La philosophie pacifiste et anarchiste individualiste de Henri Ner (1861-1938) s’exprime dans le roman Le crime d’obéir — titre programmatique s’il en est —, le premier texte qu’il signe d’un pseudonyme quasi anagrammatique qui le rendra célèbre dans les milieux anarchistes et libertaires : Han Ryner.[1]

Ce roman contient en quelques phrases le noyau même de sa philosophie :

Comme tous ceux qui prétendent commander, il obéit. Nous n’imposons que des volontés qui nous furent imposées. L’orgueil d’être Colonel se paie de l’humiliation de subir le Général. Toute autorité est chose chancelante, essaie de s’appuyer à une autorité qui lui semble plus solide.

Conférencier et orateur de talent, Han Ryner participe à partir de 1903 au mouvement des « Universités populaires ». Il fut élu en 1912 Prince des conteurs sous l’impulsion de J.-H. Rosny aîné et par les lecteurs de L’Intransigeant. À une époque, cette distinction était en vogue : il y eut un Prince des poètes (Paul Fort), un Prince de l’épouvante (André de Lorde), un Prince des humoristes (Gabriel de Lautrec) et un Prince des gastronomes (Curnonsky).

Durant la première guerre mondiale, il exprimera avec ténacité son universalisme pacifiste et antimilitariste dans un grand nombre de petites revues politico-littéraires.

&

De septembre 1920 à février 1921, Han Ryner publie dans Ça ira des articles et notes de lecture sur Pierre Jean Jouve, Banville d’Hostel et Florian Parmentier.[2]

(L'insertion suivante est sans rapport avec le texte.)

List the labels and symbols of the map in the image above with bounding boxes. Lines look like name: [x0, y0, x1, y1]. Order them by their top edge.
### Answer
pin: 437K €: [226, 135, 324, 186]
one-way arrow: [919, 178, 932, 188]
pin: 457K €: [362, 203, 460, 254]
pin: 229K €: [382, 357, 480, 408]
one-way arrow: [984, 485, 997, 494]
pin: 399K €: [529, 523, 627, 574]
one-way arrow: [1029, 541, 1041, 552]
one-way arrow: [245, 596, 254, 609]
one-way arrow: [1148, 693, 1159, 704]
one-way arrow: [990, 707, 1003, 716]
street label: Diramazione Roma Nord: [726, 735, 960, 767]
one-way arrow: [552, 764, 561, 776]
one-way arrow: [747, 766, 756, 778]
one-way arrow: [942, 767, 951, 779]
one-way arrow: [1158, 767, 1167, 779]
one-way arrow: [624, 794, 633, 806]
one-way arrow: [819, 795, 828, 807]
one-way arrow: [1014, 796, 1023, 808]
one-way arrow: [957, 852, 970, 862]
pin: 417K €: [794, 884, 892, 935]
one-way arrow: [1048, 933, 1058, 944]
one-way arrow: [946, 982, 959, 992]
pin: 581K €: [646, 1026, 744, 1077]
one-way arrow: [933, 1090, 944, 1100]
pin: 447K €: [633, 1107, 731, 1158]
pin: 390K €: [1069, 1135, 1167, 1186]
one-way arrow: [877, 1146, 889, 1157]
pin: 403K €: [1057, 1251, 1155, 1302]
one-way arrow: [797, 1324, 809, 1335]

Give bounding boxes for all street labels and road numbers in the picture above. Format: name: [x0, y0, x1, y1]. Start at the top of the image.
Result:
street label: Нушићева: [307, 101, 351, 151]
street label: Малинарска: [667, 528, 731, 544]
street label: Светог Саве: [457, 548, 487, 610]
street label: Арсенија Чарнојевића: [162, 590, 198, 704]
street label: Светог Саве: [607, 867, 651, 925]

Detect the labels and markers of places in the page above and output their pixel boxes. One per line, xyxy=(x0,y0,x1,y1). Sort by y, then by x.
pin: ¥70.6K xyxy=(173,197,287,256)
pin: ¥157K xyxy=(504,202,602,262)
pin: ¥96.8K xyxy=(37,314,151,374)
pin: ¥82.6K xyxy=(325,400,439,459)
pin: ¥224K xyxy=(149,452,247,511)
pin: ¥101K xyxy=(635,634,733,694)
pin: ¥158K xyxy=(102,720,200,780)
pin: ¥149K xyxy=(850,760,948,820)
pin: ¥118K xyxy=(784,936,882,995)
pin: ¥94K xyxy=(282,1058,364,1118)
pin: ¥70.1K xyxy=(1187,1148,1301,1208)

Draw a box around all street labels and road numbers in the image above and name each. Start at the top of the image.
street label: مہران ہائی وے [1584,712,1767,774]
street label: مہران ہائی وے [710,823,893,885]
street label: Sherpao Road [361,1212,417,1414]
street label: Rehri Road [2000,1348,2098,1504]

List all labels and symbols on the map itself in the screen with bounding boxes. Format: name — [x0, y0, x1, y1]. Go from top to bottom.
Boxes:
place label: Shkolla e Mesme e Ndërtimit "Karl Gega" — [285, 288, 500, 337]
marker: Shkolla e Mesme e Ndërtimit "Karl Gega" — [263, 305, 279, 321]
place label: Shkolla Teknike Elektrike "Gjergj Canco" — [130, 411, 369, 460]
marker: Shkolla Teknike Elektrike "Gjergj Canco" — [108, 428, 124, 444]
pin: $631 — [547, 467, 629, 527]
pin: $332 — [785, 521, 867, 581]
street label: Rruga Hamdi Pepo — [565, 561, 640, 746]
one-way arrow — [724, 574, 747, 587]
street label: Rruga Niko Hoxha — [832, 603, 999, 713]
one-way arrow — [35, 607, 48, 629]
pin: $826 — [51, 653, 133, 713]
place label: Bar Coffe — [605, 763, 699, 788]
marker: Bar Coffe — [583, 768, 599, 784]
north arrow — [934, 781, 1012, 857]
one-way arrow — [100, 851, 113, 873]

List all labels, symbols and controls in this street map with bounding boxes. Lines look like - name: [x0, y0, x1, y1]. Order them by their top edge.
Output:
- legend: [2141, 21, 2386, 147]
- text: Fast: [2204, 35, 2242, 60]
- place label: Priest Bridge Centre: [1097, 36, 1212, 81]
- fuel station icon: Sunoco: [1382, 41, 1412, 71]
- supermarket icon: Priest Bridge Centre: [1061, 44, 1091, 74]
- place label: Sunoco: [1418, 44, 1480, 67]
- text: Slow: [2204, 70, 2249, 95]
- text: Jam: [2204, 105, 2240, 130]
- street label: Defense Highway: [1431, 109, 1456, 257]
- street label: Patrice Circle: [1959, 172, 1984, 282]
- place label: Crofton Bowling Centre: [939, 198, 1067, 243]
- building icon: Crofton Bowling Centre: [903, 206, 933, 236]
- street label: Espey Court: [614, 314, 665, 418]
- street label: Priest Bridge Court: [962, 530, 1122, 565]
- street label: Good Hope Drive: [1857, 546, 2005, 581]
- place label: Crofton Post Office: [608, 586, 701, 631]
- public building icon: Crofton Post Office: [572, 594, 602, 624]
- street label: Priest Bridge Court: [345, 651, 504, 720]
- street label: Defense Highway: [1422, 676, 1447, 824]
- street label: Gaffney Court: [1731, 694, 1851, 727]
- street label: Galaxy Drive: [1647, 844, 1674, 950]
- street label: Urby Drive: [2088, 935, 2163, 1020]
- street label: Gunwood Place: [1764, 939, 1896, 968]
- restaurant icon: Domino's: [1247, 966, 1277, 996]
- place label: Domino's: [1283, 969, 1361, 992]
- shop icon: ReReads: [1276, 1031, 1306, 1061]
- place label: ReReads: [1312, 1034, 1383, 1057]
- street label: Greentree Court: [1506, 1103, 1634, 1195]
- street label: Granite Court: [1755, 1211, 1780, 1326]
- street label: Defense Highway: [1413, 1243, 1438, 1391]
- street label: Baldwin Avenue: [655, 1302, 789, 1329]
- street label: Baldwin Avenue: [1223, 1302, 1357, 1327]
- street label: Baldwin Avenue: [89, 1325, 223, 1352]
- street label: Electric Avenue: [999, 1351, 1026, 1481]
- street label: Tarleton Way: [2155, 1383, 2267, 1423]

De plus, les archives des Amis de Han Ryner conservent le manuscrit d’une note consacrée à  Réformisme ou Révolution de Charles Plisnier, « sans doute destinée à Ça ira » :

 Cette brochure ne donne pas les raisons d’être socialiste. Elle donne les raisons d’être révolutionnaire » Ces raisons telles que les expose M. Plisnier, me paraîtraient, si j’étais bourgeois, singulièrement fortes et embarrassantes ; mais, si j’étais socialiste, ah ! comme elles me sembleraient faciles et bourgeoises !

Révolutionnaires de sang et bourgeois bellicistes : vous êtes les mêmes.

La plaquette de Plisnier parut en janvier ou au début de février 1921, peu avant la création du Parti communiste belge, avec une importante préface par Charles Rappoport, vieux routier russe de la gauche. [3]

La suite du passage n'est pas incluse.